Cowering like cowards cowering in
Concrete showers in Rikers Island
Victims, we the wolves that’s wilding
We often smilin’ at sights of violence– Run The Jewels, Run the Jewels, 2013
Non è facile individuare una relazione di causa-effetto, ammesso che ci sia. Ad ogni modo New York sta vivendo un paradosso, che è quello di una crisi carceraria proprio mentre sta tentando di “decarcerare” in vista di un punto di svolta che porti alla chiusura del complesso. C’entra la pandemia? Un po’ sì, esacerbando i problemi di vecchia data (inclusa la carenza di personale), come del resto è avvenuto ovunque. E le difficoltà crescenti osservate negli ultimi due anni vanno di pari passo, non per forza in un rapporto causale, con il ritorno della violenza in città, o per meglio dire, con l’aumento dei crimini che dal 2020 interessano New York e altre metropoli statunitensi. Ancora: c’entra la pandemia? Di nuovo un po’ sì, quasi inevitabilmente, ma è difficile stabilirlo con sicurezza e in termini misurabili. Di norma, dinanzi alla criminalità in ascesa, concorrono diversi fattori. Infatti ancora oggi sono oggetto di indagini le ragioni, plausibili o meno, del perché e percome i reati e gli omicidi negli Stati Uniti crebbero così tanto tra i ‘70 e i ‘90, innescando contromisure sempre più aspre da parte delle istituzioni e provocando una serie di storture che poi sono state alla base del fenomeno dell’incarcerazione di massa, una piaga specialmente per le minoranze.
Resta il fatto che l’ultimo periodo ha conosciuto maggiori fortune. In generale il tasso di incarcerazione in America è sceso nel 2019 al livello più basso dal 1995, secondo dati del Bureau of Justice Statistics (BJS), con l’andamento che è proseguito al ribasso nel 2020. Ciononostante negli Stati Uniti è dove si continua a incarcerare una quota della popolazione superiore rispetto a qualsiasi altro paese di cui si possono consultare dati analoghi. Andare meglio non significa aver risolto il problema. È in questo senso che può essere interpretato l’annoso dibattito sul sistema di giustizia penale, con il coinvolgimento recente di personalità di spicco, da Meek Mill (si potrebbe azzardare che i suoi casi giudiziari abbiano fatto scuola) a Kanye West, passando per un intero movimento contro l’uso dei testi rap in ambito processuale – a conferma di diffuse azioni distorte – nel tentativo di provare la colpevolezza degli imputati, come accaduto a Drakeo The Ruler.
Quanto ai reati violenti di ritorno, dicevamo, non c’è mai un’unica giustificazione. Soprattutto si tratta di una condizione scarsamente uniforme. Nella stessa New York alcuni quartieri hanno registrato un deterioramento più di altri, tipo East Flatbush, dove il recupero dalla crisi pandemica appare abbastanza travagliato. «Dovremmo essere tutti d’accordo: la risposta non è “Defund the Police”. La risposta è finanziare la polizia con le risorse e la formazione di cui hanno bisogno per proteggere le nostre comunità. Chiedo allo stesso modo a Democratici e Repubblicani di approvare il mio budget e mantenere i nostri quartieri al sicuro»: la linea del presidente Joe Biden, confermata nel discorso al Congresso sullo Stato dell’Unione di inizio marzo, ha scontentato quella parte di sinistra più radicale e molti attivisti che avevano confidato in una profonda riforma della polizia.

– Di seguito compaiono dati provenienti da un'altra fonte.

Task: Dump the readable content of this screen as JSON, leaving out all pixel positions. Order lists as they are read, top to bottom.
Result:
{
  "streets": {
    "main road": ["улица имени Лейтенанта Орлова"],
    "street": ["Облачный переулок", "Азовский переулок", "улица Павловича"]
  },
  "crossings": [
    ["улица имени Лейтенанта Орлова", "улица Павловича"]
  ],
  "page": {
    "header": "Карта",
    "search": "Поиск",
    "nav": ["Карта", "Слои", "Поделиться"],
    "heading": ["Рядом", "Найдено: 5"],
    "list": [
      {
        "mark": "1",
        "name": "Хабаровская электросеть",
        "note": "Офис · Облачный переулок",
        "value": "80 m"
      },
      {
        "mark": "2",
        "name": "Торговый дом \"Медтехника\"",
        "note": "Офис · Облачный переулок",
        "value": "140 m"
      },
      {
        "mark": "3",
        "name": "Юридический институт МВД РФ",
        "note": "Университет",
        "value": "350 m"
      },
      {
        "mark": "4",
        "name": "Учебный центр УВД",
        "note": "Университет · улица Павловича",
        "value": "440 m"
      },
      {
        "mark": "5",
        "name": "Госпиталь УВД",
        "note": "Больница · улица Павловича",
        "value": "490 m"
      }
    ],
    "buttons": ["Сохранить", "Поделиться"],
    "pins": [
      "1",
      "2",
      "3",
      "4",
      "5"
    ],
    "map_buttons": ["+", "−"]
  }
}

Quest’ultimo resterà un potenziale terreno di scontro nei prossimi mesi, molto più che le tragedie non sono finite con George Floyd.
Il 16 marzo del 1972, James Brown dedicò parecchio tempo ai detenuti di Rikers Island presenti allo show: «Guardatemi, guardate da dove vengo e dove sono arrivato. Non avrete successo se non state attenti a quello che fate, a come vi presentate al mondo». Di lì ne passeranno ancora molti. Alcuni non ne usciranno vivi, altri usciranno troppo provati dall’esperienza, nei casi più gravi morti dentro.
After the shower it’s, rush hour
So watch your back before you get sacked
These a bunch of maniacs that’s about to attack
If you’re a hustlin pro, keep a low profile’n
Cause you won’t be smilin on Riker’s Island– Kool G. Rap & DJ Polo, Riker’s Island, 1987
Altre cose interessanti
Finalmente abbiamo la data: il nuovo album di Kendrick Lamar, Mr. Morale & The Big Steppers, l’ultimo per la TDE, uscirà il 13 maggio. Intanto, ci si “accontenta” di Pusha T.
In tutta onestà, saremmo dovuti rientrare prima, o almeno queste erano le intenzioni. Ma va bene lo stesso, no? Domande? Suggerimenti? Potete rispondere alla mail, oppure scrivermi su Instagram o su Twitter. Se Mookie vi piace, mandate il link alle amiche e agli amici: più siamo, meglio è!
Ci leggiamo tra due venerdì, dovremmo riprendere il pieno ritmo. Speriamo.
State bene, a presto!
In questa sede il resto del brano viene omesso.